I have reacquainted myself with Mr. Gladstone, and he no less charming than before. I can't help but feel a wee nervous around him; I assume it's the anxiety from the Coming Out Ball returning to the front of my mind. There's not as many women healers around as I would've hoped, but I'm sure my male coworkers won't be any less pleasant. They are healers after all, and healers are known for their gentleness and kind hearts.

Post Log
— 18 July, 1887 —
I don't think I've spent so much time on my feet since I was a small child!
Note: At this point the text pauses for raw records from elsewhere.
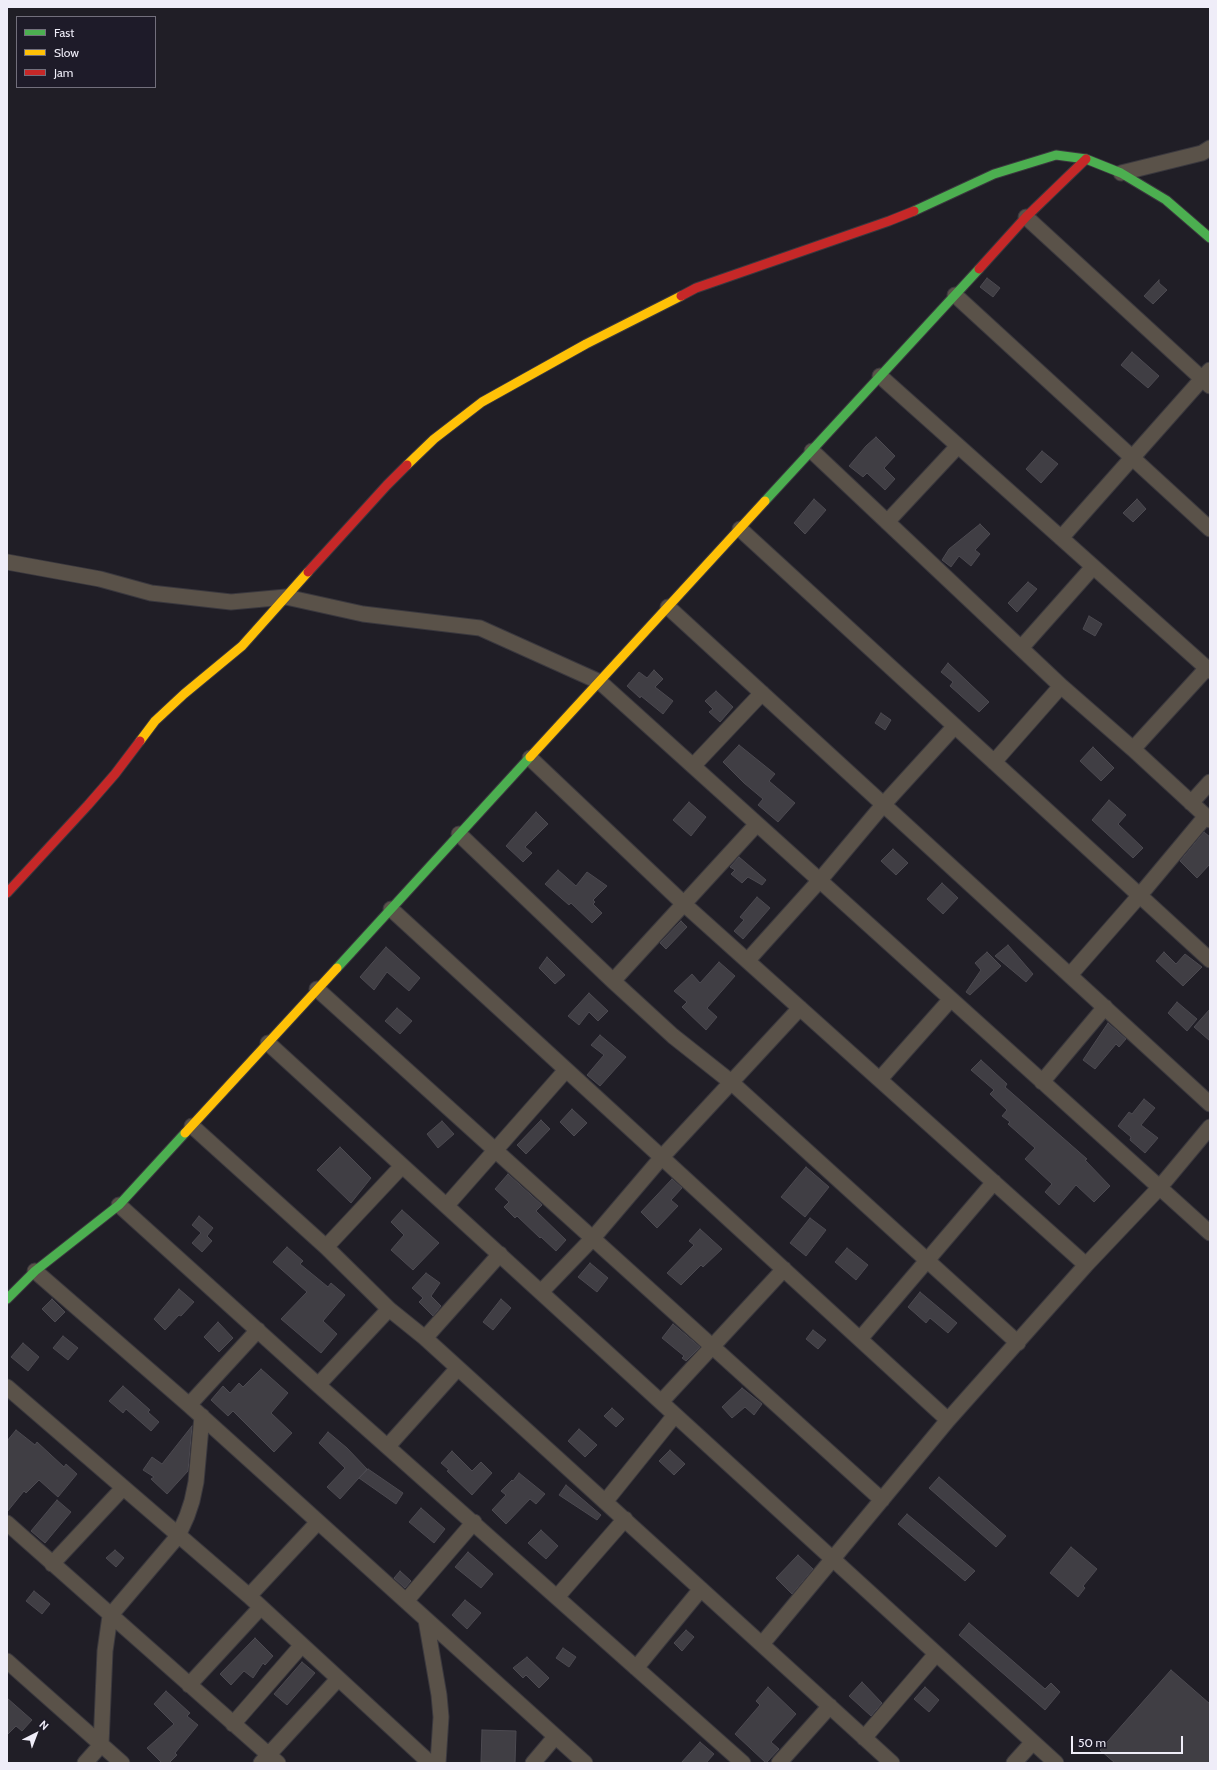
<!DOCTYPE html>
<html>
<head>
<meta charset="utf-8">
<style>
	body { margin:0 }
	#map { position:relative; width:1217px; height:1770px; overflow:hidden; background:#201e26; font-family:Cabin,sans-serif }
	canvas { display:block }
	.frame { position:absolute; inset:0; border:8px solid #efedf8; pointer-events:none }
	.legend { position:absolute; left:16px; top:16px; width:140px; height:72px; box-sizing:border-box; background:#1e1b29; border:1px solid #726f7c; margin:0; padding:5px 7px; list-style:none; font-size:12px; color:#efedf8 }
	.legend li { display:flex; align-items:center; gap:8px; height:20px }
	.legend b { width:20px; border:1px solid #726f7c }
	.north { position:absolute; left:16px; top:1714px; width:40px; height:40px; -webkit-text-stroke:3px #1e1b29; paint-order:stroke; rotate:42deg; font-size:11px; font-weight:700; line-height:16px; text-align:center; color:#efedf8 }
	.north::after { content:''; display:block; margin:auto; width:14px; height:18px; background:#efedf8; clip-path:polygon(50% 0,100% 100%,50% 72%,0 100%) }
	.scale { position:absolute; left:1071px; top:1736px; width:112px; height:18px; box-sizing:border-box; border:2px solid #efedf8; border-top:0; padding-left:5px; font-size:12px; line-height:14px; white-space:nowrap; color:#efedf8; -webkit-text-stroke:3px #1e1b29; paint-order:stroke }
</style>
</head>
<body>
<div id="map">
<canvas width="1217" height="1770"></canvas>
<div class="frame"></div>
<ul class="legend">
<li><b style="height:5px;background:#4caf50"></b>Fast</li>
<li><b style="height:5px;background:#ffc107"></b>Slow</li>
<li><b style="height:5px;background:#c62828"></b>Jam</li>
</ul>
<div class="north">N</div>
<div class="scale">50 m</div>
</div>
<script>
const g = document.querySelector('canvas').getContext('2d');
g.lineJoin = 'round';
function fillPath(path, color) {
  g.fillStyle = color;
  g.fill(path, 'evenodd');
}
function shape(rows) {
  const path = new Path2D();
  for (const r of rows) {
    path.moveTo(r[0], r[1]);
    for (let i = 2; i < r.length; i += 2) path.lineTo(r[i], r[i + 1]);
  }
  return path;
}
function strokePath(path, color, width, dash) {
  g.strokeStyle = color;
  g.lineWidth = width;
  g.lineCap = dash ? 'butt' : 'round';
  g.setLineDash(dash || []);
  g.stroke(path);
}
const building = shape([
	[987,278,1000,288,993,297,980,287,987,278],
	[1159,280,1159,283,1167,290,1153,304,1144,296,1159,280],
	[1132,352,1159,376,1148,388,1121,365,1132,352],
	[876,437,895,456,884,468,895,479,885,490,867,473,863,477,849,466,866,446,876,437],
	[1042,451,1058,464,1041,483,1026,469,1042,451],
	[814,499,826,510,805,534,794,523,814,499],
	[1137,499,1146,509,1133,522,1123,513,1137,499],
	[980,524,990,534,975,550,980,554,971,566,959,556,951,567,942,560,949,549,980,524],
	[1028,582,1037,589,1017,612,1008,603,1028,582],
	[1089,616,1102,624,1095,636,1083,629,1089,616],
	[948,663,989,702,979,712,950,686,953,682,941,672,948,663],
	[654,670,663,679,655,687,673,701,663,714,641,696,640,698,627,686,639,672,647,678,654,670],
	[716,691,733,707,720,722,709,712,713,709,705,701,716,691],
	[881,713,891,720,885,730,875,723,881,713],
	[739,745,775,774,769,781,795,803,778,822,758,805,763,799,744,783,723,762,739,745],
	[1093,747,1114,768,1101,781,1080,761,1093,747],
	[1109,800,1126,815,1118,824,1143,848,1133,858,1092,820,1109,800],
	[689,802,706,817,691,836,673,820,689,802],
	[536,812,548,824,525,847,532,853,523,862,506,846,536,812],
	[1204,832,1210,837,1210,864,1197,878,1180,861,1204,832],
	[893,849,908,863,896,875,881,861,893,849],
	[739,857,766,880,762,885,748,877,742,883,731,874,735,870,730,867,739,857],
	[558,870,576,886,587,872,607,886,593,900,595,902,593,904,602,913,592,923,571,903,569,905,545,884,558,870],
	[942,883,958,898,943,914,927,899,942,883],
	[757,897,770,908,743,939,734,931,744,920,740,917,757,897],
	[681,921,687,927,666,949,660,943,681,921],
	[1008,945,1033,974,1026,982,995,956,1008,945],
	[386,947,420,978,409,991,387,972,374,990,360,977,386,947],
	[987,952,1001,966,970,995,966,992,981,970,975,963,987,952],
	[1164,952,1176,964,1185,954,1202,967,1183,986,1156,961,1164,952],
	[547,957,565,975,555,984,539,968,547,957],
	[719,962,735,976,707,1008,717,1017,706,1030,682,1007,687,1002,674,991,692,974,700,983,719,962],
	[589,993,608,1011,598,1021,589,1012,579,1025,568,1016,589,993],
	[1177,1002,1197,1019,1187,1031,1168,1013,1177,1002],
	[397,1008,412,1021,400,1034,385,1021,397,1008],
	[1210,1009,1210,1041,1194,1027,1210,1009],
	[1108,1023,1126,1039,1119,1047,1116,1044,1095,1069,1083,1060,1108,1023],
	[600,1035,626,1057,600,1086,587,1075,604,1055,591,1045,600,1035],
	[981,1060,1007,1084,1005,1087,1087,1159,1085,1160,1110,1186,1094,1202,1076,1185,1059,1205,1045,1192,1052,1184,1025,1159,1035,1148,1008,1124,1010,1122,1002,1116,1007,1110,990,1094,994,1090,971,1070,981,1060],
	[1144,1099,1155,1108,1141,1125,1158,1138,1145,1153,1130,1140,1131,1137,1118,1126,1129,1112,1132,1114,1144,1099],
	[572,1109,587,1123,574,1136,560,1122,572,1109],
	[541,1120,550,1129,526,1154,517,1145,541,1120],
	[442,1121,454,1134,438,1148,427,1134,442,1121],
	[340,1147,371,1178,351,1203,317,1170,340,1147],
	[806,1167,829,1187,805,1217,781,1197,806,1167],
	[508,1174,542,1205,536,1211,566,1240,556,1251,541,1237,540,1238,517,1216,515,1218,504,1207,509,1202,495,1189,508,1174],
	[672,1179,682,1188,671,1200,678,1206,657,1228,641,1212,672,1179],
	[402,1210,439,1243,413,1270,391,1250,404,1235,391,1222,402,1210],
	[199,1216,213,1228,207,1236,212,1241,202,1252,192,1243,201,1233,192,1225,199,1216],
	[810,1218,826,1230,806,1256,790,1243,810,1218],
	[700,1229,722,1249,703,1267,701,1265,681,1285,667,1273,694,1245,689,1241,700,1229],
	[287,1247,303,1261,300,1264,328,1287,331,1283,345,1295,323,1321,337,1334,321,1353,281,1319,307,1292,273,1262,287,1247],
	[847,1248,868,1265,856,1280,835,1262,847,1248],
	[590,1263,608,1278,597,1292,578,1277,590,1263],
	[426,1273,440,1283,431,1296,441,1306,433,1316,419,1302,423,1298,412,1288,426,1273],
	[179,1289,194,1302,181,1316,179,1315,165,1330,154,1319,179,1289],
	[920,1292,957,1323,948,1333,930,1318,926,1323,908,1307,920,1292],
	[52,1299,65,1312,55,1322,42,1309,52,1299],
	[501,1299,511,1308,493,1330,483,1322,501,1299],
	[218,1322,233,1338,219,1352,204,1337,218,1322],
	[673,1324,700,1347,686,1361,682,1358,684,1356,662,1338,673,1324],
	[813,1330,826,1340,818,1349,806,1339,813,1330],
	[63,1336,78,1348,68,1360,53,1348,63,1336],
	[23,1343,39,1357,28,1371,11,1357,23,1343],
	[261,1369,288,1393,271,1413,292,1433,274,1452,233,1411,228,1416,211,1400,223,1386,230,1393,239,1383,243,1387,261,1369],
	[123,1386,150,1410,148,1412,159,1422,151,1431,126,1409,123,1413,109,1401,123,1386],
	[742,1388,762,1404,754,1415,745,1407,732,1418,722,1407,742,1388],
	[612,1408,624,1419,616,1427,604,1416,612,1408],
	[192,1426,188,1471,167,1494,151,1479,154,1477,143,1470,152,1457,162,1464,192,1426],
	[579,1429,597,1445,585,1457,568,1441,579,1429],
	[16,1430,35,1445,37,1442,64,1467,66,1464,77,1474,58,1497,39,1480,26,1493,24,1491,7,1512,7,1441,16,1430],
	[328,1432,347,1448,367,1469,340,1499,327,1487,345,1468,319,1443,328,1432],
	[670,1450,685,1464,674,1475,659,1461,670,1450],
	[452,1451,472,1471,481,1462,492,1473,472,1495,447,1471,449,1470,441,1463,452,1451],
	[368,1469,403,1493,396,1504,359,1478,368,1469],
	[519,1473,545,1494,536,1504,530,1499,506,1524,492,1510,506,1495,501,1491,512,1480,513,1481,519,1473],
	[939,1477,1006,1536,996,1547,929,1488,939,1477],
	[566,1485,601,1515,597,1520,559,1495,566,1485],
	[57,1500,71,1512,45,1543,31,1531,57,1500],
	[421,1508,445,1529,434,1543,409,1522,421,1508],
	[907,1514,975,1571,965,1581,898,1524,907,1514],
	[541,1530,558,1546,546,1559,528,1543,541,1530],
	[1071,1547,1097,1569,1083,1586,1085,1588,1078,1597,1050,1573,1071,1547],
	[115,1550,124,1558,116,1567,106,1558,115,1550],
	[468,1552,493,1574,481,1588,455,1567,468,1552],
	[798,1555,813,1569,792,1594,776,1578,798,1555],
	[400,1571,411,1581,405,1588,394,1578,400,1571],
	[34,1591,50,1604,42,1614,26,1601,34,1591],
	[465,1600,481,1613,467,1629,452,1615,465,1600],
	[969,1623,1045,1689,1051,1683,1060,1692,1045,1710,959,1635,969,1623],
	[686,1630,694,1637,682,1651,674,1643,686,1630],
	[255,1638,273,1656,265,1665,263,1663,253,1678,244,1671,231,1685,220,1674,255,1638],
	[563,1648,576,1657,569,1667,556,1658,563,1648],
	[527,1657,549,1678,539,1688,526,1675,523,1678,513,1668,527,1657],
	[302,1662,315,1673,287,1705,274,1694,302,1662],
	[1171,1670,1210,1704,1210,1763,1115,1763,1100,1750,1171,1670],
	[862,1682,882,1703,871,1716,849,1696,862,1682],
	[768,1687,796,1714,771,1742,779,1749,766,1763,735,1734,760,1705,756,1701,768,1687],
	[925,1687,939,1700,929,1712,914,1699,925,1687],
	[166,1691,190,1713,187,1716,198,1725,175,1753,177,1755,169,1763,162,1763,147,1748,174,1724,154,1704,166,1691],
	[7,1698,32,1720,22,1731,16,1726,7,1735,7,1698],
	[482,1730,516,1731,515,1763,481,1762,482,1730],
	[700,1742,714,1754,706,1763,681,1763,700,1742]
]);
const street = shape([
	[1121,173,1202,153,1210,148],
	[1026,217,1210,386],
	[955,295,1210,529],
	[880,376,1210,671],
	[812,451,1061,686,1133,749,1210,820],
	[887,522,958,446],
	[740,529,1210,960],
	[1061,538,1210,370],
	[7,562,100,579,151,593,231,602,286,597,363,614,480,628,600,682,1210,1233],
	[668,607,1210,1104],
	[1021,648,1093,567],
	[1133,749,1207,668],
	[530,758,684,904,1086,1265],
	[994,762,1061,686],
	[693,766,762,693],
	[1191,803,1210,782],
	[459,834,613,981,673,1036,731,1082,1018,1343],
	[391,909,948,1420],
	[748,960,820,880,883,805,955,726],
	[1070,975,1140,895,1206,816],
	[613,981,757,824],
	[317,989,882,1500],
	[268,1043,1056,1763],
	[880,1079,951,999],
	[1042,1082,1105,1007],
	[192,1126,326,1247,389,1309,425,1338,892,1763],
	[119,1205,318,1385,743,1763],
	[447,1205,566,1070],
	[326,1247,402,1166],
	[35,1271,189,1405,585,1763],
	[541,1292,593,1238,662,1157,800,1008],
	[425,1338,500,1254],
	[860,1339,994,1182],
	[318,1385,389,1309],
	[7,1387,249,1596,430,1763],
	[661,1402,784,1269],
	[189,1405,258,1330],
	[388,1446,458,1368],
	[605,1502,675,1415],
	[7,1523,278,1763],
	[52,1564,123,1488],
	[249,1596,318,1522],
	[557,1597,625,1519],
	[406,1601,474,1522],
	[426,1620,439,1695,441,1717,438,1763],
	[762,1644,948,1420,1086,1265,1160,1187,1210,1127],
	[7,1661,122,1763],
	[636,1668,701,1589],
	[189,1685,261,1607],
	[233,1724,302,1645],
	[864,1738,936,1654],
	[85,1763,101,1745,105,1651,110,1616,178,1536,187,1516,192,1501,196,1482,202,1416],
	[261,1763,338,1679],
	[533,1763,555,1737],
	[779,1763,830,1706],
	[1014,1763,1032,1743]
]);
const fast = shape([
	[914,211,994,174,1056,155,1086,159,1121,173,1166,200,1210,238],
	[765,501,979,269],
	[337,968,530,757],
	[7,1299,35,1271,119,1205,185,1133]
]);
const slow = shape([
	[407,465,434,439,482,402,586,344,681,296],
	[140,741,155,721,184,694,242,646,308,572],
	[530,757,765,501],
	[185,1133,337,968]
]);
const jam = shape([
	[979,269,1026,217,1086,159],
	[681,296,696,288,889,221,914,211],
	[308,572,387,485,407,465],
	[7,893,88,805,115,774,140,741]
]);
fillPath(building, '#403e44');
strokePath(building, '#4c4a51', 1);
strokePath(street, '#3a383e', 17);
strokePath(fast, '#3a383e', 11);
strokePath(slow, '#3a383e', 11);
strokePath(jam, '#3a383e', 11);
strokePath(street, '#5a5249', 15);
strokePath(fast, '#4caf50', 9);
strokePath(slow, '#ffc107', 9);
strokePath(jam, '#c62828', 9);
</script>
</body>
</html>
After beginning to fall asleep after four hours of work time, I can't help but question my ability to succeed at the work I'm longed to do. I'm more afraid of being fired; I'd much rather admit to defeat on my own than being told that I'm incapable of doing my dream job.

Post Log
[time-skip because honestly I will never do this if I'm stuck one year in the past]

— 16 April, 1888 —
Reasons April has been absolutely awful:
  • I've been slandered in every issue of Witch Weekly to come out this month. That would be awful enough, if not for the fact that:
  • Mr. Langley apparently thought I was in love with him. While that in itself is not too awful, not I'm concerned other people (or more specifically, another person) might have the same, completely accurate suspicions.
  • Father decided to contact me, and through letter, regarding last month's rumors. I may have done things to spite him, but luckily he's not aware of that yet.
  • I ran off to Ireland with Reuben Crouch. Things happened.